## TASK DETAILS
Scan the entries below for the word "solid", then copy each line that holds it.

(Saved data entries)
'''
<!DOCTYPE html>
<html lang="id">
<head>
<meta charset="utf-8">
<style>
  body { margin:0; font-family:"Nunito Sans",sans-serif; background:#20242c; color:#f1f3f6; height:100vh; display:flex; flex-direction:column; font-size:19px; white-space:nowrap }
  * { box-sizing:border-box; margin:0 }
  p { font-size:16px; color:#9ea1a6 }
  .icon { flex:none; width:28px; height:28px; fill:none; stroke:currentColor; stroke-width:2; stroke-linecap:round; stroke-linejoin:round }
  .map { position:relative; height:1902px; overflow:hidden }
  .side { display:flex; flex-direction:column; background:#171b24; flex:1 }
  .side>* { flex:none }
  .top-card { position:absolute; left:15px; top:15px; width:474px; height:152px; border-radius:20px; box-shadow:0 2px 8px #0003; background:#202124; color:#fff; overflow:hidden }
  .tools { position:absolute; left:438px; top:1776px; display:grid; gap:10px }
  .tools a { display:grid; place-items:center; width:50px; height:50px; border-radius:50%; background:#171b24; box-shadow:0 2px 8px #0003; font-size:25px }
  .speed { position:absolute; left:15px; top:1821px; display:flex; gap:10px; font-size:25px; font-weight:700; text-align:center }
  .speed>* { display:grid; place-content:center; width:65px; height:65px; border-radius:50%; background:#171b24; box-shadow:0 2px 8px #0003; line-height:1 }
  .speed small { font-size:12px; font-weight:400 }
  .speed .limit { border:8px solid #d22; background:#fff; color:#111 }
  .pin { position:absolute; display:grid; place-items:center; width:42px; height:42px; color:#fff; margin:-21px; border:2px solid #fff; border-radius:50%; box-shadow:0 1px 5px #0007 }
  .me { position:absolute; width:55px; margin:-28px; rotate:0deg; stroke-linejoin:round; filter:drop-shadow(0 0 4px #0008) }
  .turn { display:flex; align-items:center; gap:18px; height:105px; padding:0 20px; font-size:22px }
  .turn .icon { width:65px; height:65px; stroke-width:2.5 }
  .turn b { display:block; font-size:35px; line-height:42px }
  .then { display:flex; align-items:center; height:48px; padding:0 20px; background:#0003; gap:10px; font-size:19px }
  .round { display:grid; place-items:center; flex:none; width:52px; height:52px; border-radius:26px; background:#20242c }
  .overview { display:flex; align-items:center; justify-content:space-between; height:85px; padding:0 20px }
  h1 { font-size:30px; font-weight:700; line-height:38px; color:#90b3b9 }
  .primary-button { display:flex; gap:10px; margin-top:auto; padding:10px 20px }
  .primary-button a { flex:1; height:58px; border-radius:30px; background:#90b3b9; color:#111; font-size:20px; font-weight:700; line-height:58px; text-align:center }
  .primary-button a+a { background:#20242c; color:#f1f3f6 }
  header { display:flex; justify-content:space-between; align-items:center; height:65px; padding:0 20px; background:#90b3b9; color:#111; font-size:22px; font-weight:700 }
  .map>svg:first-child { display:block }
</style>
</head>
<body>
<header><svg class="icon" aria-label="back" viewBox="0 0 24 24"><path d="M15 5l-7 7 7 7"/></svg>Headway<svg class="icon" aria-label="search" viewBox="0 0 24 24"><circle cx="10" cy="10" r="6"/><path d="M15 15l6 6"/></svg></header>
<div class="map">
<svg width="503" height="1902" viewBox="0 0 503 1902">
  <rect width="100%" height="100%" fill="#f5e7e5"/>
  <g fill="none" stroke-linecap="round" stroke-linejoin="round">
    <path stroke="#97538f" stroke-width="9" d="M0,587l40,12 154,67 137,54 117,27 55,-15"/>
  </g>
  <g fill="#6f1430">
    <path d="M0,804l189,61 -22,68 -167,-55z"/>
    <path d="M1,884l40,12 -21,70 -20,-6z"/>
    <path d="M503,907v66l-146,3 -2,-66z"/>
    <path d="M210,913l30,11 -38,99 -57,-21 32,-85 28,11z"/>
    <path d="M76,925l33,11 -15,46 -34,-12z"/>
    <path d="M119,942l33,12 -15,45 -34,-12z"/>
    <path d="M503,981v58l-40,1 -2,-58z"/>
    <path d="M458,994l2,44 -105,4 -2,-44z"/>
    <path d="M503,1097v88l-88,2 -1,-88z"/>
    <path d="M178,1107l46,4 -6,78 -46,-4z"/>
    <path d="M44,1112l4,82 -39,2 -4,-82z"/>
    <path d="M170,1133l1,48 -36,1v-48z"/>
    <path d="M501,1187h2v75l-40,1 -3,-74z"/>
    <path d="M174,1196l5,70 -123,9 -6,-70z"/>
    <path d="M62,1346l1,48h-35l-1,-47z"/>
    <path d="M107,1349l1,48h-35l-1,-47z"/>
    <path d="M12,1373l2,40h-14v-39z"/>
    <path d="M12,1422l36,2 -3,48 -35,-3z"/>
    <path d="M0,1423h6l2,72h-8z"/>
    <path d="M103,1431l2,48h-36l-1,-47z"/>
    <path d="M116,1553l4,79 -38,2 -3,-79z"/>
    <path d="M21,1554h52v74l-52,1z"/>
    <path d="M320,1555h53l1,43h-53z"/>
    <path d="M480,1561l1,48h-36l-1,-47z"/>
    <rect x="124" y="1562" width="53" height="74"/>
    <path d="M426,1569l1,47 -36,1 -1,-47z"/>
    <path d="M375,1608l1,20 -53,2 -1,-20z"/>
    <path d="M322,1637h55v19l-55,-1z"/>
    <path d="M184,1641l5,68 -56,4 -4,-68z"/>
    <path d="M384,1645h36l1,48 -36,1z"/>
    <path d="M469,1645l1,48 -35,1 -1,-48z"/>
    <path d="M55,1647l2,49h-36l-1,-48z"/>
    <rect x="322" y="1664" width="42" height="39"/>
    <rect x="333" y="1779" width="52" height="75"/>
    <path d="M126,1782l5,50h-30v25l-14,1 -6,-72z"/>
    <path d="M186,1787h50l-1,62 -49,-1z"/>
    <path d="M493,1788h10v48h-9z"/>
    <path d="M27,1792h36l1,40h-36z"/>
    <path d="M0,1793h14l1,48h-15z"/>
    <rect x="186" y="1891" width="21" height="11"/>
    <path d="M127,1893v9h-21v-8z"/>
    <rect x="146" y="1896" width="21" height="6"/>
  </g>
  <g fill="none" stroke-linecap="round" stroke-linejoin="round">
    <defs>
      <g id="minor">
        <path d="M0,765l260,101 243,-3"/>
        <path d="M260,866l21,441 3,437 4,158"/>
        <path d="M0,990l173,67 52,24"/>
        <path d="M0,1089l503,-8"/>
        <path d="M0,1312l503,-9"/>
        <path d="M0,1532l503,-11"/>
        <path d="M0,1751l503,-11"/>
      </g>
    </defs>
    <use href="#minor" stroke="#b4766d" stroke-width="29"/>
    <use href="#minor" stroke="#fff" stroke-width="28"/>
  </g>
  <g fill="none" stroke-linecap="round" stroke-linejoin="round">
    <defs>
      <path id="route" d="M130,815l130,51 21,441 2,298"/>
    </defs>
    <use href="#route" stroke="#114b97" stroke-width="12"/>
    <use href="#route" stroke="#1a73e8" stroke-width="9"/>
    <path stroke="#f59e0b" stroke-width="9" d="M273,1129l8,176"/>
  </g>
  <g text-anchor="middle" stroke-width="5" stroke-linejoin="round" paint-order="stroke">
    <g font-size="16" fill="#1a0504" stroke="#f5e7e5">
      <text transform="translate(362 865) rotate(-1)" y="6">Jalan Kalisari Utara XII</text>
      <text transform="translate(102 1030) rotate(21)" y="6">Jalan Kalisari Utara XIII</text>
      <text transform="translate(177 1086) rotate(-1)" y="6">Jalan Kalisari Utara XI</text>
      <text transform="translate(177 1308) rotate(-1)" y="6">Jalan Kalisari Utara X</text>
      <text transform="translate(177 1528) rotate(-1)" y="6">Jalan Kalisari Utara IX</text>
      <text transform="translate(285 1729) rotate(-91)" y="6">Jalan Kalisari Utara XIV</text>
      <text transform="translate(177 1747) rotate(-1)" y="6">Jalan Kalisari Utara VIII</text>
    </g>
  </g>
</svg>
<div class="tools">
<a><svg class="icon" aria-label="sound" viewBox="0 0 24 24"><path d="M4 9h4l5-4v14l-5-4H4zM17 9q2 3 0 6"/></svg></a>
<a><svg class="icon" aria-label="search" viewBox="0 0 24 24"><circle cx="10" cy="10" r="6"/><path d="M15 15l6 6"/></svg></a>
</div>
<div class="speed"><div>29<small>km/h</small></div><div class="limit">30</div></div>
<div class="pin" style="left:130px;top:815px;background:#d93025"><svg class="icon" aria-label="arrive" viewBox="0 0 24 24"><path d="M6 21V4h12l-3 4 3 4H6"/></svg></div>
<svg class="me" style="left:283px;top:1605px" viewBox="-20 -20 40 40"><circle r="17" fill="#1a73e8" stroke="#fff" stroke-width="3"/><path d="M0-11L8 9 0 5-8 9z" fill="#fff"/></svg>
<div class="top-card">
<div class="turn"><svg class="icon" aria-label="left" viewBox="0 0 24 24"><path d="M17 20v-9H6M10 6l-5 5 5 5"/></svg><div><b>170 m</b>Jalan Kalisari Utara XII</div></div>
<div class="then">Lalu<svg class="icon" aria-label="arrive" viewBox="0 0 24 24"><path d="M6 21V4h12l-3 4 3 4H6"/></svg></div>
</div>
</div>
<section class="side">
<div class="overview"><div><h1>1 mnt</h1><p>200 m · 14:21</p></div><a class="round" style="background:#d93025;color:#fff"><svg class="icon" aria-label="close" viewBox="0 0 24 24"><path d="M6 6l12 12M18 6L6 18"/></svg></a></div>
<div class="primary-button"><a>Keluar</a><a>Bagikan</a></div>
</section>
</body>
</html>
'''
## RESULT FOR THIS EXERCISE
  .speed .limit { border:8px solid #d22; background:#fff; color:#111 }
  .pin { position:absolute; display:grid; place-items:center; width:42px; height:42px; color:#fff; margin:-21px; border:2px solid #fff; border-radius:50%; box-shadow:0 1px 5px #0007 }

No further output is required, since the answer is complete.